As the first true capitalist power Britain saw the early rise of trade unions with capital churning social relations creating a working class that swiftly became a social majority concentrated in the growing cities and industrial towns. The industrial revolution and the technical innovation that multiplied the power of human labour set in motion a society on its way to abundance. The trade unions, the cooperatives, methodists and a whole host of working class associations built and sustained a working class culture and movement that raised the material and intellectual wealth of workers in every part of Britain.

Yet this world formed in the 19th and early 20th century has all but disappeared over the last 50 years. This has cast the socialist movement adrift, grasping in the dark for new agents of revolutionary change or holding out for renewal in many of today’s unions. That the multiple crises now sweeping across our society have not instigated a renewal of the workers’ movement and the trade unions raises many uncomfortable questions for those of us struggling towards the refoundation of communist politics as a viable and modern alternative to capitalism.

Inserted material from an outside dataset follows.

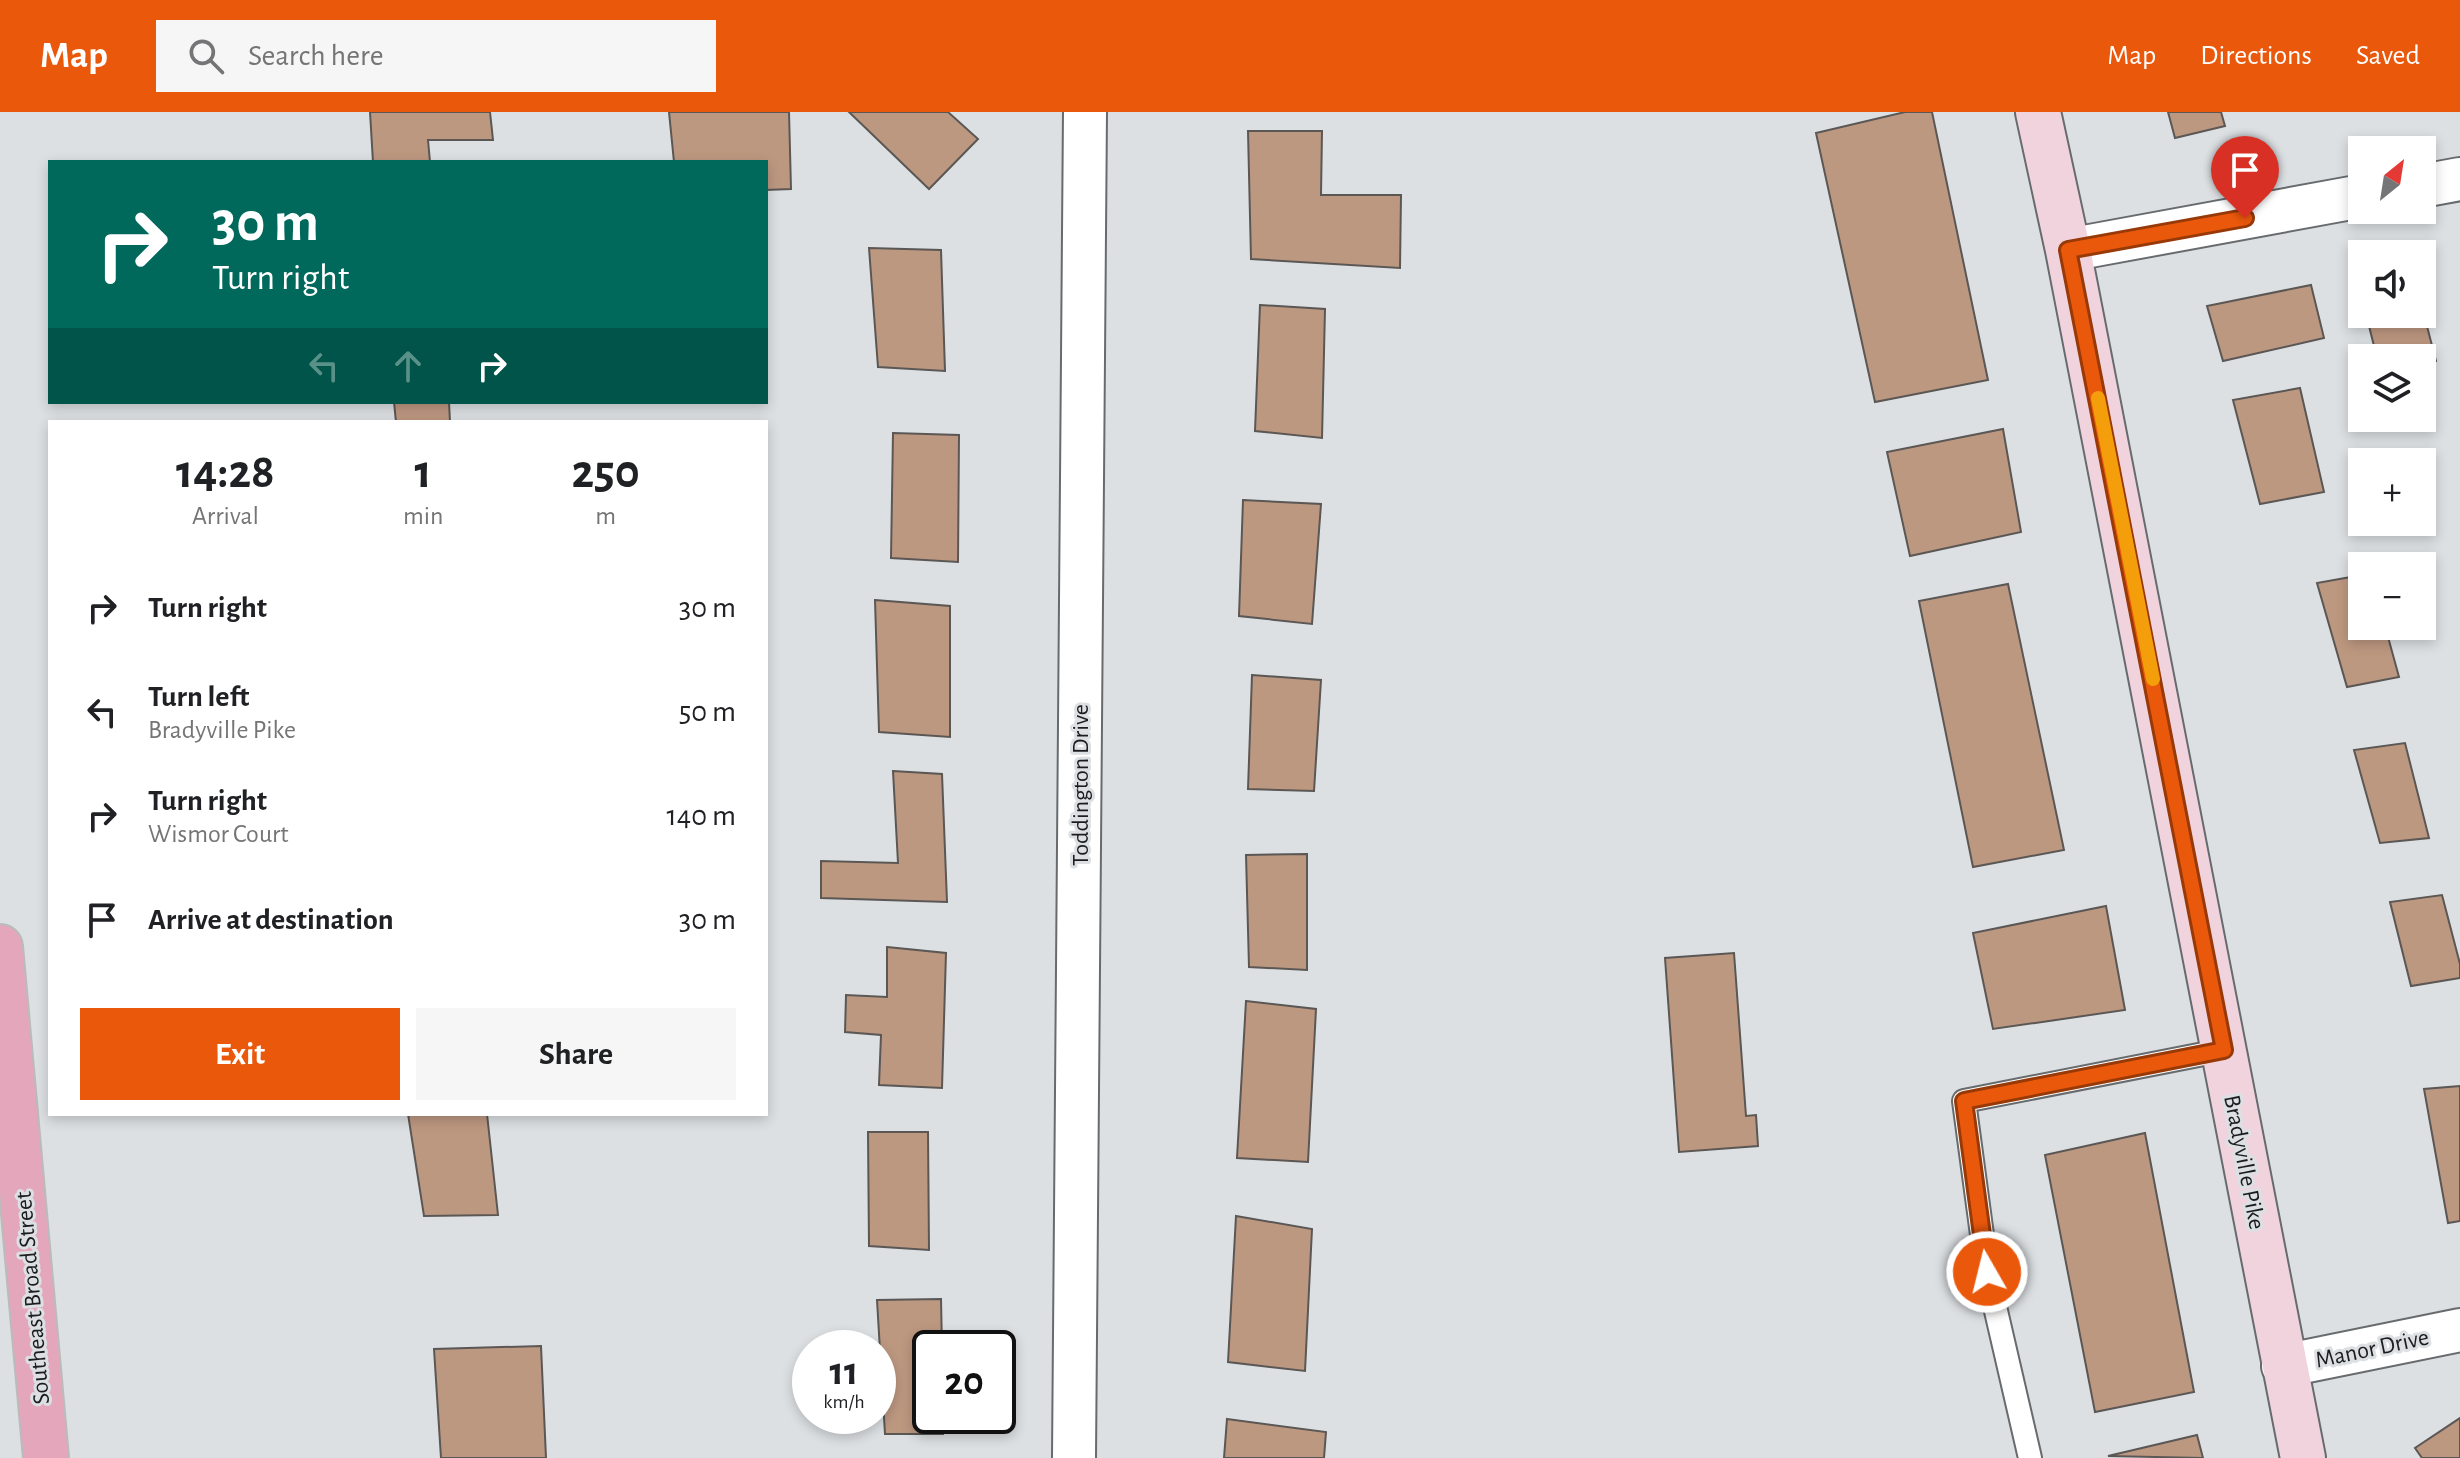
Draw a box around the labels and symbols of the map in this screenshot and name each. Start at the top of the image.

What  has changed in Britain where the trade unions have gone from a shining example to the nascent international working class movements of the 19th century to a backwater? Why have some unions on the railways or in the public sector survived this decline and even evinced militancy in combating both Tory and the New Labour governments? Do the pop-up and minor unions, often focussing on the most marginalised workers, hold answers for the renewal of trade unionism in Britain? If the workers’ movement and their trade unions are marginal and broken, where will renewal for the Left come from?

Declawed and on the decline

Today trade union membership stands at just over 6 million a small improvement on last year but nowhere near the 13 million reached in the 1970s. Strike days too have remained at historic lows for nearly two decades, resistance to austerity registers only the most marginal uptick in strike action. Never have workers managed to reach the high point of the General Strike in 1926 and the heady days of 1972, 1979 and 1984 seem otherworldly. Britain ranks among the lowest when it comes to collective bargaining trailing behind most European states.

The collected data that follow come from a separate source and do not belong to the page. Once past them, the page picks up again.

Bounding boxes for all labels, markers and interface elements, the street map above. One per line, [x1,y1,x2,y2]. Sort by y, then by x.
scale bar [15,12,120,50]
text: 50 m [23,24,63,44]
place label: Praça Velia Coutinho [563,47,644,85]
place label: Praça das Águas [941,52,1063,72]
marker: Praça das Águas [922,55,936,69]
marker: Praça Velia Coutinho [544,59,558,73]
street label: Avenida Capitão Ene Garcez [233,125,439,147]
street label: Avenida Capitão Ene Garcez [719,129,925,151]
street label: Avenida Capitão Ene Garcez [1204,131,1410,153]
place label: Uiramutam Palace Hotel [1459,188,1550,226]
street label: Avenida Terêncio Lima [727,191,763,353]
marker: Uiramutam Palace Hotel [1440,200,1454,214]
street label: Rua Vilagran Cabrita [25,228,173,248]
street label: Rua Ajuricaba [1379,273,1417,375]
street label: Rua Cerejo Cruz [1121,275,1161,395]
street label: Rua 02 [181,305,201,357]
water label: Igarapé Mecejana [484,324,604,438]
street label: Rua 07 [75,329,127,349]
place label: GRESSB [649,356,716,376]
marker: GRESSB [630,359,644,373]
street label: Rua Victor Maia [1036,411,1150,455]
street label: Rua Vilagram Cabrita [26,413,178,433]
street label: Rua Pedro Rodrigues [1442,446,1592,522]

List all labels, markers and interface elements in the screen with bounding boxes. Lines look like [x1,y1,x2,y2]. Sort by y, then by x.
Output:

The numbers only paint part of the picture as the wider world of the trade unions with its clubs, education services, insurance societies and its everyday relevance to our lives has disappeared almost entirely. The loss of strike days and members have gone hand-in-hand with this whole world blinking out of existence.

Unions have been under sustained attack in Britain for over 50 years and recent attacks on teaching unions are a continuation of long held ruling ideology. Both the Tories and Labour indulge in these attacks when in office. From the enemy within during the 1984/5 Miners Strike to the anti-trade union laws brought in by Margaret Thatcher and later expanded under David Cameron we have some of the most restrictive anti-union laws in the democratic world. Writing in 2018 FBU General Secretary Matt Wrack explained that:

The Trade Union Act 2016 was only the latest in a long line of laws designed by the Tories to undermine the power and organising ability of workers and our unions, by making most forms of industrial action illegal.

The 1984 and 2016 Trade Union Acts have armed the bosses to the teeth whilst placing often insurmountable hurdles for basic union activity. On the rare occasion workers meet turnout thresholds the bosses can challenge a ballots validity. With the law and power firmly stacked in favour of bosses against organised workers there has been a turn to lawfare approach where employers can immiserate trade unions that dare to take action confident in a judiciary built to protect their rights at the expense of their workers. This imbalance has allowed an already cautious trade union leadership to step back from confrontation and struggle. Unions too have opted for fighting in the courts over leveraging membership power through industrial action. Success here has been limited with victories being overturned by later court decisions or simply remaining unenforced.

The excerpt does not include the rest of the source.